Nel numero 563 del 2001 troviamo la trascrizione di alcune determinazioni sindacali e una nuova rubrica dedicata alle barzellette del Parlamento. Nel numero 579, uno spazio dedicato all’ALBO PRETORIO (con le gare del Comune di Ribera) a cura di Nuccio Castronovo; Nello stesso numero la rubrica Qua e là di Totò Castelli. Nasce anche un’altra rubrica curata da Aurelio Bonafede, denominata Pianeta Bici. Il settimanale apre le sue pagine all’ESA di Ribera , a firma del responsabile dottor Pietro Sutera. Intanto per 7 numeri, il giornale si occupa del progetto di una possibile isola pedonale, con servizi, inchieste e interviste agli uomini politici locali. Prosegue anche l’inchiesta sull’ospedale, mai veramente conclusasi, sulle Promesse non mantenute. Nel numero 587 prosegue l’indagine sull’isola ecologica, dal titolo: A chi fa paura l’isola ecologica? di Franco Mascarella, con un’altro pezzo di Giuseppe Castelli e gli interventi dell’assessore ai Lavori Pubblici e all’Ecologia. L’inchiesta termina nel numero 653 del 2003.
Nel numero 595 del 2002 nasce la rubrica Oroscopazzo di Angela Gulino. Nel numero 601, un’inchiesta di Franco Mascarella titola: Quanto ci costa la politica comunale. Dal numero 606 nasce la rubrica: Peccati di gola a cura di Lina Amari, con interviste ai proprietari dei migliori ristoranti, pasticcerie e tavole calde riberesi. Nello stesso numero ritroviamo I Racconti dell’Amazzonia di Matteo Tallo, che proseguono per vari numeri.
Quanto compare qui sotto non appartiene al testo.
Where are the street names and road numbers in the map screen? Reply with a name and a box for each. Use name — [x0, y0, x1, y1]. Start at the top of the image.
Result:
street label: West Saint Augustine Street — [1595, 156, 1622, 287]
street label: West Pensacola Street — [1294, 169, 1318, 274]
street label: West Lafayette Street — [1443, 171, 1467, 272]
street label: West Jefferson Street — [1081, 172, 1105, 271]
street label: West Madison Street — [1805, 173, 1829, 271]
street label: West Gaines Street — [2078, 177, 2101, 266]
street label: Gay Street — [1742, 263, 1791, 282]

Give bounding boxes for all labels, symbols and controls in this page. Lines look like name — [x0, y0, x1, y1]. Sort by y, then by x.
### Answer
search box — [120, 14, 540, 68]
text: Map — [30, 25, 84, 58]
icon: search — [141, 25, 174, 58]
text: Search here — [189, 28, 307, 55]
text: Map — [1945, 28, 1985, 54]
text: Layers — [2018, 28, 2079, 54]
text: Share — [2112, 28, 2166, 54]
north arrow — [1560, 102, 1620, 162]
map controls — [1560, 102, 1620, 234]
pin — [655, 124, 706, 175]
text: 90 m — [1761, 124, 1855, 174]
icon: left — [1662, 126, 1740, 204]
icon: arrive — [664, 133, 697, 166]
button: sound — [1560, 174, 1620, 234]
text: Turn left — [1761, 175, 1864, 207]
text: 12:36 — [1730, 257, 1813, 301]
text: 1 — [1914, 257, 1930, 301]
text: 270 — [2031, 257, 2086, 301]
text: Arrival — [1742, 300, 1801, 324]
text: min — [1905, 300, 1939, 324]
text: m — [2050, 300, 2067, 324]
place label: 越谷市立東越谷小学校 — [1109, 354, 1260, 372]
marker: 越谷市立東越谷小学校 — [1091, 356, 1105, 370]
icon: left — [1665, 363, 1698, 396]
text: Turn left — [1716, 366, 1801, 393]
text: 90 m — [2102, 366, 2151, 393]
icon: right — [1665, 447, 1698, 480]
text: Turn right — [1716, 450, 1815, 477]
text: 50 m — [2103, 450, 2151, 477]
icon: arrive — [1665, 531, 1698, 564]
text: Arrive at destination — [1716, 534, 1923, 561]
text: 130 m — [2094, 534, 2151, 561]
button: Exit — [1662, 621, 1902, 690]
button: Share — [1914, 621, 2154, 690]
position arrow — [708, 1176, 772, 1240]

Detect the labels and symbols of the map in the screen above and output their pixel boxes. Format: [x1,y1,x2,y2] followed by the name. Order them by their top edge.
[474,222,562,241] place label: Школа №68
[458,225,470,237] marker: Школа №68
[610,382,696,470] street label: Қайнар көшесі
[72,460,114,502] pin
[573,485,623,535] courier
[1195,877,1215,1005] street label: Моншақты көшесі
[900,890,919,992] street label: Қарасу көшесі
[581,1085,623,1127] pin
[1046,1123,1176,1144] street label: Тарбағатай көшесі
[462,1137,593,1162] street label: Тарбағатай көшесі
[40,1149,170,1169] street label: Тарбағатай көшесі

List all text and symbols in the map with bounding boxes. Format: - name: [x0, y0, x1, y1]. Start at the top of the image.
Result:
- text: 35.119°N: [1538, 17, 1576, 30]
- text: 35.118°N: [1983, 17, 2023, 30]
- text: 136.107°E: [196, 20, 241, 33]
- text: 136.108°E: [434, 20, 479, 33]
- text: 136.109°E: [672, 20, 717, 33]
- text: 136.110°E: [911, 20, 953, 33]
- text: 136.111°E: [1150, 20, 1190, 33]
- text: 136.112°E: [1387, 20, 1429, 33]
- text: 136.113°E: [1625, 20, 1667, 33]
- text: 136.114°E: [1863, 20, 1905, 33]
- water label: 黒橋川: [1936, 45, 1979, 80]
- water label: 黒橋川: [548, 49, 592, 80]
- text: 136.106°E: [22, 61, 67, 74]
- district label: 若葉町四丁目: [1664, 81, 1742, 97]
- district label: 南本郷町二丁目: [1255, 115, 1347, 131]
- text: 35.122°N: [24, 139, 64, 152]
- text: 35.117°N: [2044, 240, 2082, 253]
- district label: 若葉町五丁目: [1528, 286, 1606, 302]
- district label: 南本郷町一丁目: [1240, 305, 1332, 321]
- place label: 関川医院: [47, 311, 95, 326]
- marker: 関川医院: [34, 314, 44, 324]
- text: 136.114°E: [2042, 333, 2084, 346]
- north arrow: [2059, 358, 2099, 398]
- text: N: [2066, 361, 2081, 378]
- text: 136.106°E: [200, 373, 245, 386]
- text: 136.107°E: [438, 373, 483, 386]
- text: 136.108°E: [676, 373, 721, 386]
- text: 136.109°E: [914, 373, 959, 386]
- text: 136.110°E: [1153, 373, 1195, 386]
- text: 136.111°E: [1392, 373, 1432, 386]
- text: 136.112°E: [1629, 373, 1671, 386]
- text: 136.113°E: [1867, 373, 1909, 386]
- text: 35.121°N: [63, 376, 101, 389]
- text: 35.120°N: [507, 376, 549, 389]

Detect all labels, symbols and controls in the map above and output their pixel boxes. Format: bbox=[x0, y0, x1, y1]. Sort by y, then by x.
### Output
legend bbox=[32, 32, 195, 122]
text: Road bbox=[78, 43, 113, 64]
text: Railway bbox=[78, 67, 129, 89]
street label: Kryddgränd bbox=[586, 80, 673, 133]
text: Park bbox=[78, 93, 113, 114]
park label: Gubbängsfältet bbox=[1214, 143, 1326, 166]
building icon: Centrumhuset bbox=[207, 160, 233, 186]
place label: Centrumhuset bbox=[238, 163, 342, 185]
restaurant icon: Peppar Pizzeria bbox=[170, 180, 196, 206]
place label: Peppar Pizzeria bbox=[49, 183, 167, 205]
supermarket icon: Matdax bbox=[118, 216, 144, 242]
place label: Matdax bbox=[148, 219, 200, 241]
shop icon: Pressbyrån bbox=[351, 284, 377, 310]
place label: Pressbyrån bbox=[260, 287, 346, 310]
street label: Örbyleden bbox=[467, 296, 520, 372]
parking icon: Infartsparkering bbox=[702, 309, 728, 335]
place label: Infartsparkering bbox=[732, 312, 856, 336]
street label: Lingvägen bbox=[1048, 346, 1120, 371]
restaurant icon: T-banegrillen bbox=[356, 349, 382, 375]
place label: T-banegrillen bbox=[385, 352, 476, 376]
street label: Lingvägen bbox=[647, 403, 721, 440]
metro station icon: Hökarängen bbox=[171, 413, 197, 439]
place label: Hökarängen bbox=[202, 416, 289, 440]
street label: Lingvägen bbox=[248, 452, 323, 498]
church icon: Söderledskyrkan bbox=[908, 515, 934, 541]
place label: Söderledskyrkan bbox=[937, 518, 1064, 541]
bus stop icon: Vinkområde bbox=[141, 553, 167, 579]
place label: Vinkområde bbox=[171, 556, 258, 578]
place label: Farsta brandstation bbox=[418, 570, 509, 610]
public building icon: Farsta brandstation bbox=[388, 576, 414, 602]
Nel numero 624 del 24 Agosto 2002: Tratti e ritratti, i migliori brani della nostra letteratura scelti da Onofrio Abisso. Nel numero 632 inizia l’inchiesta sulla raccolta differenziata e sull’emergenza rifiuti di Franco Mascarella. Nello stesso numero l’inchiesta sul problema acqua. Dal numero 640 dello stesso anno, una nuova rubrica: Medicina, curata dall’urologo Andrea Guddemi. Nel numero 649 del 2003, un’inchiesta sul degrado dell’archivio comunale curata da Angela Gulino e Raimondo Lentini. Intanto la rubrica di lettere cambia nome in All’ombra del Gelsomino.
Nel numero 652, troviamo la toccante testimonianza di Don Gerlando Lentini, dal titolo: Non voleva uccidere il figlio, riferito alla donna riberese salita tristemente alla ribalta di Tg e stampa nazionali per aver accoltellato il figlio. Nel numero 661 del 2003, l’ultima rubrica di Nuccio Castronovo, dal titolo Non mi faccio mai gli affari miei.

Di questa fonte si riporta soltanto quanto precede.